Each index created can have specific settings associated with it, as below:
PUT /employee
{
"settings": {
"number_of_shards": 1
},
"mappings": {
"properties": {
"name": { "type": "text" }
}
}
}
Searching from an index is quite simple in this, similar to when we make an API call. Give URL, request parameter and we are done.
URL : GET employee/_search
Request body
{
"query":{
"match":{
"name":"Mark"
}
}
}
Let’s break it down.
- Employee is an index name against which we want to perform search.
- Match is an operation that we are performing.
- Name is the filed name we are searching for: Name=mark.

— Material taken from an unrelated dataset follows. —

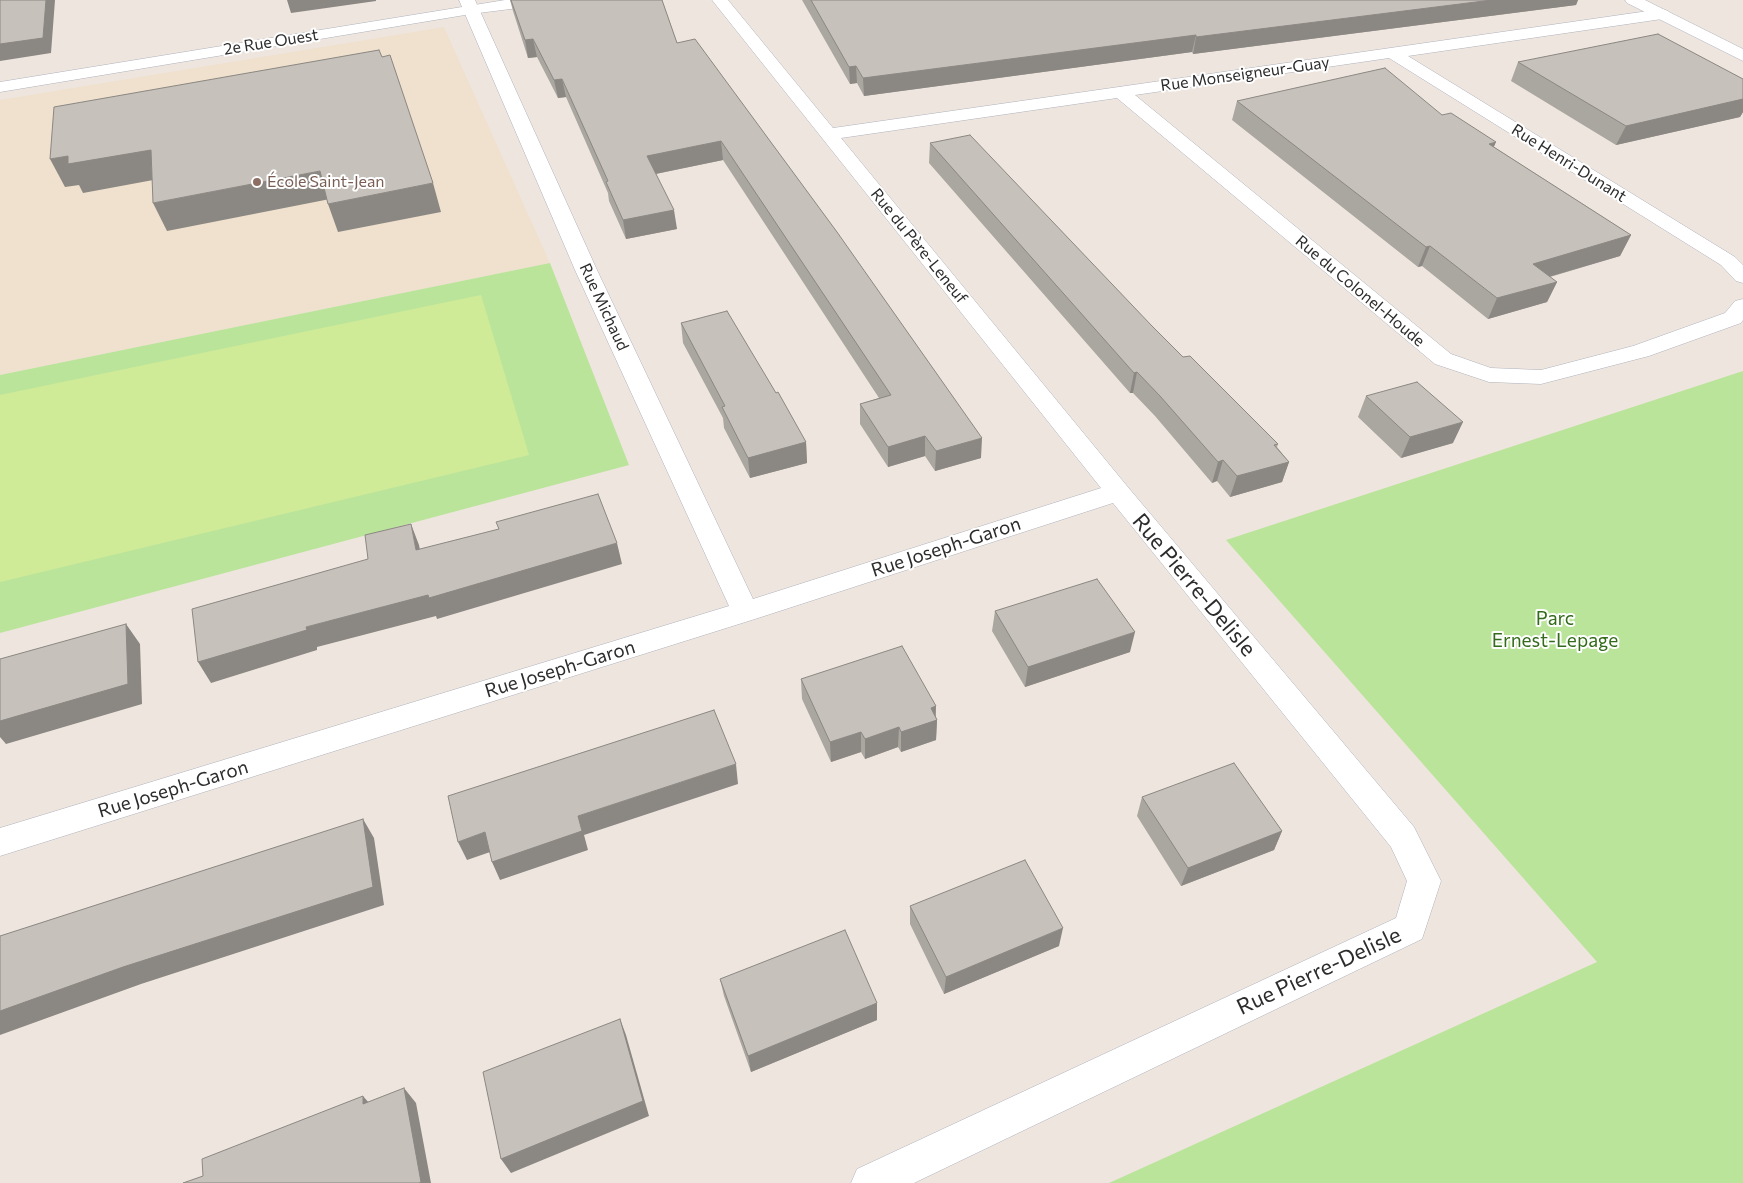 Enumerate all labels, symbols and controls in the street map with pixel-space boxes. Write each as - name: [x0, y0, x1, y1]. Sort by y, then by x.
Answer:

Now what if I want to search against multiple fields, our request body changes as follows:
Request body
{
"query":{
"multi_match":{
"query":"Mark"
"fields":["first_name","last_name"]
}
}
}
As I said, it is pretty simple to understand and frame a query.
Now let’s see what are the different query types that we can use in Elasticsearch. Basically, in Elasticsearch the searching mechanism is done using query based on JSON.
There are two things with which a query can be written in ES- Leaf query clauses & Compound query clauses.
Leaf query clauses — It uses match, term or range, which looks for a specific value in a specific field.
Compound Query Clauses — It’s a combination of leaf query and other compound queries to extract the desired output.
The different types of queries are as follows –
1. Match All Query –
This is the most basic query. It returns all the content with a score of 1.0 for every object.
{
"query": {
"match_all": {}
}
}
2. Match None Query –
{
"query": {
"match_none": {}
}
}
3. Full Text Queries –
These queries are used to search a full body of text like a chapter or a news article.
The queries in this group are:
A. match query
This query matches a text or phrase with the values of one or more fields
{ "query": { "match": { "rating":"4.5" } }}
It’s similar to the match query but it is used for matching exact phrases or word proximity matches.
{"query": {"match_phrase":{"message":"this is a test"}}}
It is like search-as-you-type. Like the match phrase query but does a wildcard search on the final word.
{"query": {"match_phrase_prefix":{"message":"quick brown f"}}}
This query matches a text or phrase with more than one field.
{"query": {"multi_match":{"query":"query String","fields":["field1","field2"]}}}
A more specialized query that gives more preference to uncommon words.
{"query": {"common": {"body": {"query": "this is string ","cutoff_frequency":0.001}}}}
This query uses query parser and query string keyword.
{ "query": { "query_string":{ "query":"string" } }}
A simpler, more robust version of the query string syntax suitable for exposing directly to users.
{"query": {"simple_query_string":{"query":"\"fried eggs\" +(eggplant | potato) -frittata","fields":["title^5","body"],"default_operator":"and"}}}
4. Term Level Queries –
These queries mainly deal with structured data like numbers, dates, and enums.
{
"query": {
"term": {
"zip": "176115"
}
}
}
5. Range Query –
This query is used to find the objects having values within a range. For this, we need to use operators such as −
- gte − greater than equal to
- gt − greater-than
- lte − less-than equal to
- lt − less-than
Ex.
{
"query": {
"range": {
"rating": {
"gte": 3.5
}
}
}
}
6. Compound Queries –
– These queries are a collection of different queries merged with each other by using Boolean operators like and, or not or for different indices or having function calls etc.
Ex.
{
"query": {
"bool" : {
"must" : {
"term" : { "state" : "UP" }
},
"filter": {
"term" : { "fees" : "2200" }
},
"minimum_should_match" : 1,
"boost" : 1.0
}
}
}
In conclusion, if we have a website that needs to perform a lot of searches or search a lot of logs and prepare analytics, Elasticsearch is the way to go!
However, we cannot finish discussing Elasticsearch without elaborating on Logstash and Kibana. I’ve already covered ELK tech stack and its installation steps, Do have a look here —
Elastic search & kibana installation
https://youtu.be/NLEldEJ3cs0
Elastic search is much more than just a database, we just need to utilize the complete power behind it.